Consumers have a special kind of economic mojo. What people buy, how much they buy and where they buy it – that’s the economy in a nutshell.
Consumer spending was the first part of the economy to recover after the pandemic, and has been a tailwind to growth ever since. However, recent surveys point to a drop in consumer confidence. There are signs the consumer tailwind is losing some of its strength.
Sign 1: Goods versus services
The U.S. economy is overwhelmingly service-oriented. The service sector makes up roughly 80% of the labor market.
Prior to the outbreak, services made up 69% of consumer spending. . Services (think healthcare, haircuts, and hotel stays) still dominate goods (think cars and computers), but people are spending more on goods and less on services than before the pandemic.
Spending on services now down to 65%. Spending on goods has risen, from 31 percent to 35 percent.
Going to movies, traveling on planes, and planning a big wedding celebration all require a degree of confidence in health conditions. There’s a risk that Main Street’s transition back to normal spending patterns will be stunted by ongoing pandemic concerns.
Sign 2: Home sales
Homebuying led the economic recovery early on, but too much demand and too few homes for sale caused prices to surge to record levels. In June, the median sales price for existing homes grew 23% from a year earlier, according to the National Association of Realtors.
Over time, the dearth of affordable homes on the market is likely to curb at least some of the enthusiasm for home buying even if mortgage rates continue to hover at rock-bottom levels.
Additionally, chronic shortages in labor and materials, made worse by the pandemic, limit new home construction.
Sign 3: Retail sales
Last week, we learned that that retail spending dipped in July, down 1.1% from June. People bought fewer of the creature comforts that have been in demand during the pandemic – fewer cars, books, sports equipment and musical instruments. (My husband bought a trumpet during our Covid-lockdown. I considered buying a cello but opted to binge-watch movies and sitcoms instead.)
Even though back-to-school shopping season is here and more companies are inviting employees back to the workplace, spending on clothes also dropped for the month.

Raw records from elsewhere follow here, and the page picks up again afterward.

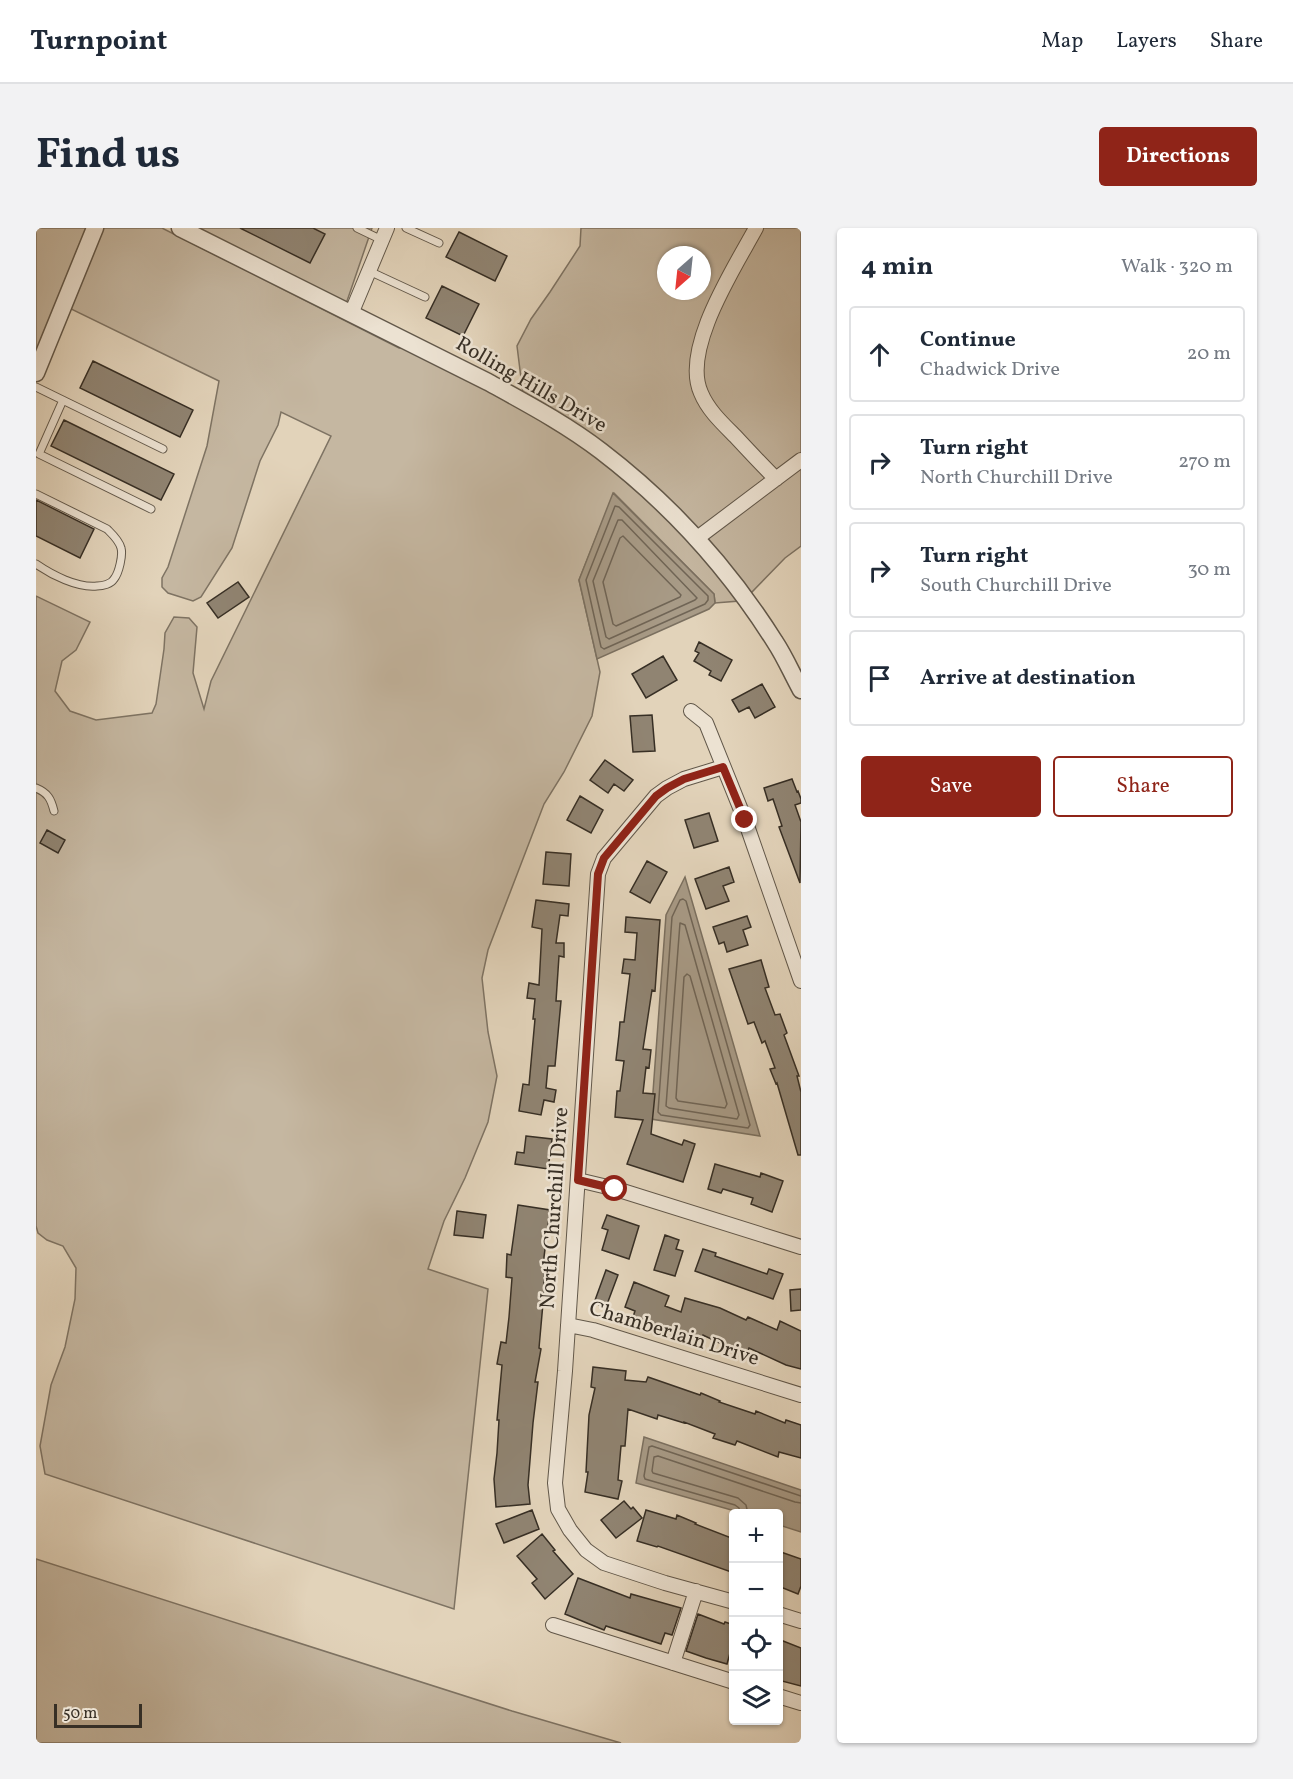 <!DOCTYPE html>
<meta charset="utf-8">
<style>
body{margin:0;font-family:Vollkorn,serif;background:#f2f2f3;color:#1f2937}
.controls{position:absolute;right:18px;bottom:18px;display:grid;overflow:hidden;border-radius:6px;box-shadow:0 2px 4px #0004}
.controls button{width:54px;height:54px;display:grid;place-items:center;padding:0;border:0;border-bottom:2px solid #e0e1e3;background:#fff;color:#1f2937;font:30px sans-serif}
.compass{position:absolute;left:621px;top:18px;width:54px;height:54px;border-radius:50%;background:#fff;box-shadow:0 2px 4px #0004;rotate:207deg}
.scale{position:absolute;left:18px;bottom:15px;width:88px;box-sizing:border-box;padding-left:6px;border:3px solid #372f25;border-top:0;font-size:16px;line-height:21px;white-space:nowrap;color:#372f25;-webkit-text-stroke:4px #ece2d2;paint-order:stroke}
.stop{position:absolute;width:18px;height:18px;margin:-14px;border:4px solid #8f2418;border-radius:50%;background:#fff}
.stop.end{background:#8f2418;border-color:#fff;box-shadow:0 2px 6px #0008}
.list{margin:0;padding:0;list-style:none}
h2{display:flex;justify-content:space-between;align-items:center;height:78px;margin:0;padding:0 24px;font-size:26px}
h2 small{font-size:20px;font-weight:400;color:#747a83}
.list li{display:grid;grid-template-columns:39px 1fr auto;gap:18px;align-items:center;box-sizing:border-box;height:96px;margin:0 12px 12px;padding:0 12px;border:2px solid #e0e1e3;border-radius:6px}
.list b{display:block;font-size:22px;white-space:nowrap}
.list p{margin:0;font-size:20px;white-space:nowrap;color:#747a83}
.list em{font-size:20px;font-style:normal;color:#747a83}
.actions{display:flex;gap:12px;padding:18px 24px}
.actions a{flex:1;padding:14px 0;border:2px solid #8f2418;border-radius:6px;text-align:center;font-size:21px;color:#8f2418}
.actions .main{background:#8f2418;color:#fff}
.icon{flex:none;width:33px;height:33px;fill:none;stroke:currentColor;stroke-width:2;stroke-linecap:round;stroke-linejoin:round}
.map{position:relative;flex:none;width:765px;height:1515px;overflow:hidden;border-radius:6px}
header{display:flex;align-items:center;gap:36px;box-sizing:border-box;height:84px;padding:0 30px;background:#fff;border-bottom:2px solid #e0e1e3}
header strong{font-size:28px}
nav{display:flex;gap:33px;margin-inline-start:auto;font-size:21px}
.intro{display:flex;align-items:center;justify-content:space-between;box-sizing:border-box;height:144px;padding:0 36px}
h1{margin:0;font-size:42px}
.button{padding:15px 27px;border-radius:6px;background:#8f2418;color:#fff;font-size:21px;font-weight:700}
main{display:flex;gap:36px;padding:0 36px}
aside{flex:1;background:#fff;border-radius:6px;box-shadow:0 2px 4px #0004}
.map>svg:first-child{display:block}
.green{fill:#c5b7a1;stroke:#7e7363;stroke-width:1.5;fill-rule:evenodd}
.water{fill:#a89b87;stroke:#7b7060;stroke-width:1.5}
.lines{fill:none;stroke-linecap:round;stroke-linejoin:round}
.shore{stroke:#706556;stroke-width:1.5}
.building{fill:#908472;stroke:#372f25;stroke-width:1.5}
.service-casing{stroke:#62584a;stroke-width:9}
.minor-casing{stroke:#62584a;stroke-width:16}
.tertiary-casing{stroke:#62584a;stroke-width:19}
.service{stroke:#ece2d2;stroke-width:7}
.minor{stroke:#ece2d2;stroke-width:14}
.tertiary{stroke:#ece2d2;stroke-width:16}
.route{stroke:#8f2418;stroke-width:8}
.labels{text-anchor:middle;dominant-baseline:central;stroke-width:5;stroke-linejoin:round;paint-order:stroke}
.street-label{font-size:21px;fill:#372f25;stroke:#ece2d2}
</style>
<header>
<strong>Turnpoint</strong>
<nav><a>Map</a><a>Layers</a><a>Share</a></nav>
</header>
<div class="intro"><h1>Find us</h1><a class="button">Directions</a></div>
<main>
<div class="map">
<svg width="765" height="1515" viewBox="0 0 765 1515">
<rect width="100%" height="100%" fill="#e2d3ba"/>
<filter id="stains"><feTurbulence type="fractalNoise" baseFrequency=".00333" numOctaves="4"/><feColorMatrix values="0 0 0 0 .2 0 0 0 0 .09 0 0 0 0 .02 0 0 0 .5 -.17"/></filter>
<radialGradient id="worn" r=".72"><stop offset=".6" stop-color="#630" stop-opacity="0"/><stop offset="1" stop-color="#630" stop-opacity=".3"/></radialGradient>
<!-- green -->
<path class="green" d="M0,0H52L0,129Z
M66,0H126L363,120H368C433,153 499,184 559,227C570,235 580,245 590,254C631,289 670,329 703,373L679,375L678,366L578,265L543,352L564,444L556,488L528,544L508,576L452,722L446,750L452,804L461,848L452,894L429,950L408,993L392,1041L452,1061L418,1381L9,1246L4,1218L15,1157L29,1119L39,1071L40,1040L27,1018L11,1012L2,1005L0,998V368L54,394L40,422L26,433L19,463L34,483L60,492L116,485L120,476L128,421L129,405L138,389L153,390L161,399L157,445L168,481L175,453L295,208L245,184L242,197L224,233L196,320L165,369L157,373L132,365L126,359V350L132,339L171,218L183,153L33,80Z
M159,0H336L310,76Z
M545,0H765V318L749,330L714,366L695,340L487,166L481,118L495,91L514,64L544,18ZM630,27H666V63H630Z
M0,1331L476,1483L585,1515H0Z"/>
<!-- water -->
<path class="water" d="M577,265L678,366L679,375L673,381L561,431L543,352Z
M649,649L724,908L615,891L630,687Z
M608,1209L765,1262V1304L743,1297L742,1286L706,1285L600,1255Z"/>
<g class="lines">
<!-- shore -->
<path class="shore" d="M579,278L583,279L672,368V372L669,376L568,421L565,419L550,352Z
M582,292H586L661,370L659,372L573,411L570,409L557,353Z
M587,308L645,367L644,369L580,398L577,396L567,354L584,310Z
M647,671L650,673L714,897L712,900L625,887L622,884L636,689L644,672Z
M644,695L649,697L703,887L701,891L633,880L630,878Z
M651,746L654,748L691,876L689,880L642,873L640,870L648,749Z
M704,1286L703,1280L699,1277L609,1251L608,1248L613,1219L616,1218L765,1268
M712,1286L710,1277L702,1270L617,1245L616,1243L618,1229L622,1228L759,1274L765,1275"/>
</g>
<!-- building -->
<path class="building" d="M204,0H277L289,6L274,35Z
M423,4L471,28L459,53L410,29Z
M406,58L443,76L427,108L390,90Z
M57,133L157,182L144,209L44,160Z
M28,192L138,246L125,272L15,218Z
M0,272L58,301L44,330L0,308Z
M202,354L213,369L182,390L171,375Z
M663,414L696,432L685,453L673,447L675,443L658,433L663,425L659,423Z
M627,428L641,452L610,470L596,446Z
M726,456L739,479L719,490L713,479L703,484L696,472Z
M616,487L619,523L597,524L594,488Z
M569,532L597,552L588,563L578,556L572,565L554,552Z
M756,551L761,564L762,563L765,571V575L759,577L765,594L764,655L743,599L746,598L737,571L732,573L728,560Z
M544,568L567,582L555,605L531,592Z
M673,585L682,613L658,620L649,592Z
M11,602L29,612L22,625L4,615Z
M510,624L535,626L533,658L507,656Z
M611,633L631,644L614,675L594,664Z
M693,639L698,654L687,658L693,673L670,681L659,651Z
M500,672L533,676L532,688L524,687L520,715H528V729L523,728L520,773H525L519,838H512L510,860L520,862L518,874L508,872L505,887L483,883L487,856L493,857L499,791H497L499,771L491,770L493,755L503,757L506,701L496,699Z
M711,688L715,699L707,702L712,717L691,724L688,714L683,716L677,699Z
M590,689L624,692L619,763L616,762L607,821L615,822L613,840L610,839L607,865L619,866L615,906L646,917L648,912L659,916L647,954L591,936L607,892L579,889L581,863H584L588,833L580,832L583,806L584,794H588L594,746L586,745L588,731L599,732L601,705L589,704Z
M725,732L733,759L729,760L739,787L744,786L751,805L748,807L763,848H761L765,864V927H762L741,855L740,856L734,841L739,840L729,813L726,815L718,794L712,796L693,741Z
M490,908L516,911L512,941L479,936L481,924L488,925Z
M679,936L724,949L725,945L747,953L736,984L715,976L717,970L687,961L685,965L672,961Z
M482,977L514,982L508,1029V1064L503,1120L505,1121L499,1154H502L497,1195L492,1257L494,1276L460,1279L458,1251L461,1225L463,1192H461L466,1137L461,1136L465,1114L470,1115L473,1089L476,1050L470,1049L471,1026L475,1027Z
M421,983L450,987L447,1010L418,1007Z
M571,987L603,998L593,1031L566,1022L572,1002L566,1000Z
M629,1007L643,1012L640,1021L647,1023L639,1048L618,1042Z
M667,1021L680,1025L679,1028L731,1046L733,1041L747,1046L737,1071L659,1043Z
M570,1042L582,1047L570,1079L558,1075Z
M598,1054L633,1068L629,1078L645,1084L649,1070L684,1080L710,1092L712,1089L741,1102L744,1093L765,1103V1141L750,1137L713,1120L711,1125L695,1118L694,1120L667,1107L666,1110L597,1089L599,1083L589,1079Z
M765,1061V1082L755,1083L754,1062Z
M557,1139L590,1143L589,1152L610,1154L612,1149L664,1167L665,1165L684,1173L683,1174L719,1186L720,1183L749,1195L750,1192L765,1197V1230L743,1224L742,1229L701,1213L699,1217L677,1210L679,1206L648,1194V1195L622,1187L621,1191L592,1181L589,1218H585L582,1252L586,1253L582,1271L549,1264L552,1244H550L553,1187L559,1160L555,1159Z
M588,1273L595,1281L597,1279L606,1290L580,1310L565,1292Z
M496,1282L503,1301L468,1315L460,1296Z
M610,1282L640,1291L641,1287L660,1295L659,1296L698,1311V1345L622,1318L621,1319L601,1313Z
M506,1306L519,1322L517,1323L537,1346L509,1371L496,1355L501,1351L481,1328Z
M742,1323L765,1331V1358L762,1366L742,1358Z
M542,1350L594,1370L595,1366L645,1380L636,1407L629,1405L625,1416L570,1398L568,1402L529,1386Z
M662,1386L688,1396L689,1394L698,1397V1427L694,1425L691,1436L670,1430L650,1423Z
M742,1411L765,1420V1458L742,1452Z"/>
<g class="lines">
<!-- service casing -->
<g class="service-casing">
<path id="service" d="M321,0L346,12
M370,0L403,15
M333,43L389,69
M0,159L127,221
M27,172L3,226L115,281
M0,266L71,301C76,306 83,312 85,320C87,327 83,345 78,351C75,356 67,358 61,358C41,360 16,347 0,336
M0,560C12,565 15,571 18,583"/>
</g>
<!-- minor casing -->
<g class="minor-casing">
<path id="minor" d="M720,0C699,39 645,121 665,165C672,182 686,195 699,208C712,222 726,237 740,251
M315,86L351,0
M660,311L765,232
M655,483L670,495L709,592L765,753
M687,539L648,551L631,560L620,568L568,630L562,646L529,1143L519,1255L522,1281L534,1302L550,1322L568,1335L629,1355L698,1374
M542,952L580,961L765,1019
M532,1097L557,1102L765,1167
M742,1386L765,1393
M517,1397L698,1454
M637,1435L660,1363
M742,1468L765,1475"/>
</g>
<!-- tertiary casing -->
<g class="tertiary-casing">
<path id="tertiary" d="M144,0L452,154C490,175 530,196 565,223C633,275 693,341 739,414C749,429 756,446 765,462
M0,145L59,0"/>
</g>
<!-- service -->
<use href="#service" class="service"/>
<!-- minor -->
<use href="#minor" class="minor"/>
<!-- tertiary -->
<use href="#tertiary" class="tertiary"/>
</g>
<g class="lines">
<!-- route -->
<path class="route" d="M579,961L542,952L562,646L568,630L620,568L631,560L648,551L687,539L709,592"/>
</g>
<g class="labels">
<!-- street labels -->
<g class="street-label">
<text transform="translate(495 157) rotate(30)">Rolling Hills Drive</text>
<text transform="translate(519 980) rotate(-86)">North Churchill Drive</text>
<text transform="translate(638 1106) rotate(17)">Chamberlain Drive</text>
</g>
</g>
<rect width="100%" height="100%" filter="url(#stains)"/>
<rect width="100%" height="100%" fill="url(#worn)"/>
</svg>
<div class="controls">
<button>+</button>
<button>−</button>
<button><svg class="icon" aria-label="locate" viewBox="0 0 24 24"><circle cx="12" cy="12" r="6"/><path d="M12 2v4M12 18v4M2 12h4M18 12h4"/></svg></button>
<button><svg class="icon" aria-label="layers" viewBox="0 0 24 24"><path d="M12 4l9 5-9 5-9-5zM3 14l9 5 9-5"/></svg></button>
</div>
<svg class="compass" viewBox="-18 -18 36 36"><path d="M0-13l5 13h-10z" fill="#e53935"/><path d="M0 13l5-13h-10z" fill="#747a83"/></svg>
<div class="scale">50 m</div>
<div class="stop" style="left:579px;top:961px"></div>
<div class="stop end" style="left:709px;top:592px"></div>
</div>
<aside>
<h2>4 min<small>Walk · 320 m</small></h2>
<ul class="list">
<li><svg class="icon" aria-label="ahead" viewBox="0 0 24 24"><path d="M12 20V5M6 11l6-6 6 6"/></svg><div><b>Continue</b><p>Chadwick Drive</p></div><em>20 m</em></li>
<li><svg class="icon" aria-label="right" viewBox="0 0 24 24"><path d="M7 20v-9h11M14 6l5 5-5 5"/></svg><div><b>Turn right</b><p>North Churchill Drive</p></div><em>270 m</em></li>
<li><svg class="icon" aria-label="right" viewBox="0 0 24 24"><path d="M7 20v-9h11M14 6l5 5-5 5"/></svg><div><b>Turn right</b><p>South Churchill Drive</p></div><em>30 m</em></li>
<li><svg class="icon" aria-label="arrive" viewBox="0 0 24 24"><path d="M6 21V4h12l-3 4 3 4H6"/></svg><div><b>Arrive at destination</b></div></li>
</ul>
<div class="actions"><a class="main">Save</a><a>Share</a></div>
</aside>
</main>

That said, Main Street has shown that we’re no longer a nation of homebodies. Spending at bars and restaurants continued to grow and online shopping declined.
Rarely has the psychology of Main street’s shopping behavior been so tied to the economy and the labor market. Yes, confident consumers spend more. However, confidence now hangs not only on economic conditions, but on health and safety, too.
Confident consumers are more likely to travel, eat at restaurants, and go to movie theaters, which creates jobs in the very sectors that were hardest hit by the pandemic.
The delta variant and resurging COVID-19 cases in parts of the country have delivered another round of uncertainty to Main Street. Add the tamping down of federal fiscal support in the form of direct payments to households, generous jobless benefits, and cheap loans and loan forgiveness to small businesses, and you get a Main Street economy that is about to fend for itself for the first time since the pandemic began.
It will have to do so without knowing how persistent coronavirus-related health concerns, higher prices, and widespread supply shortages will be.
Job gains going forward will depend heavily on whether consumers keep their mojo in the face of these uncertainties.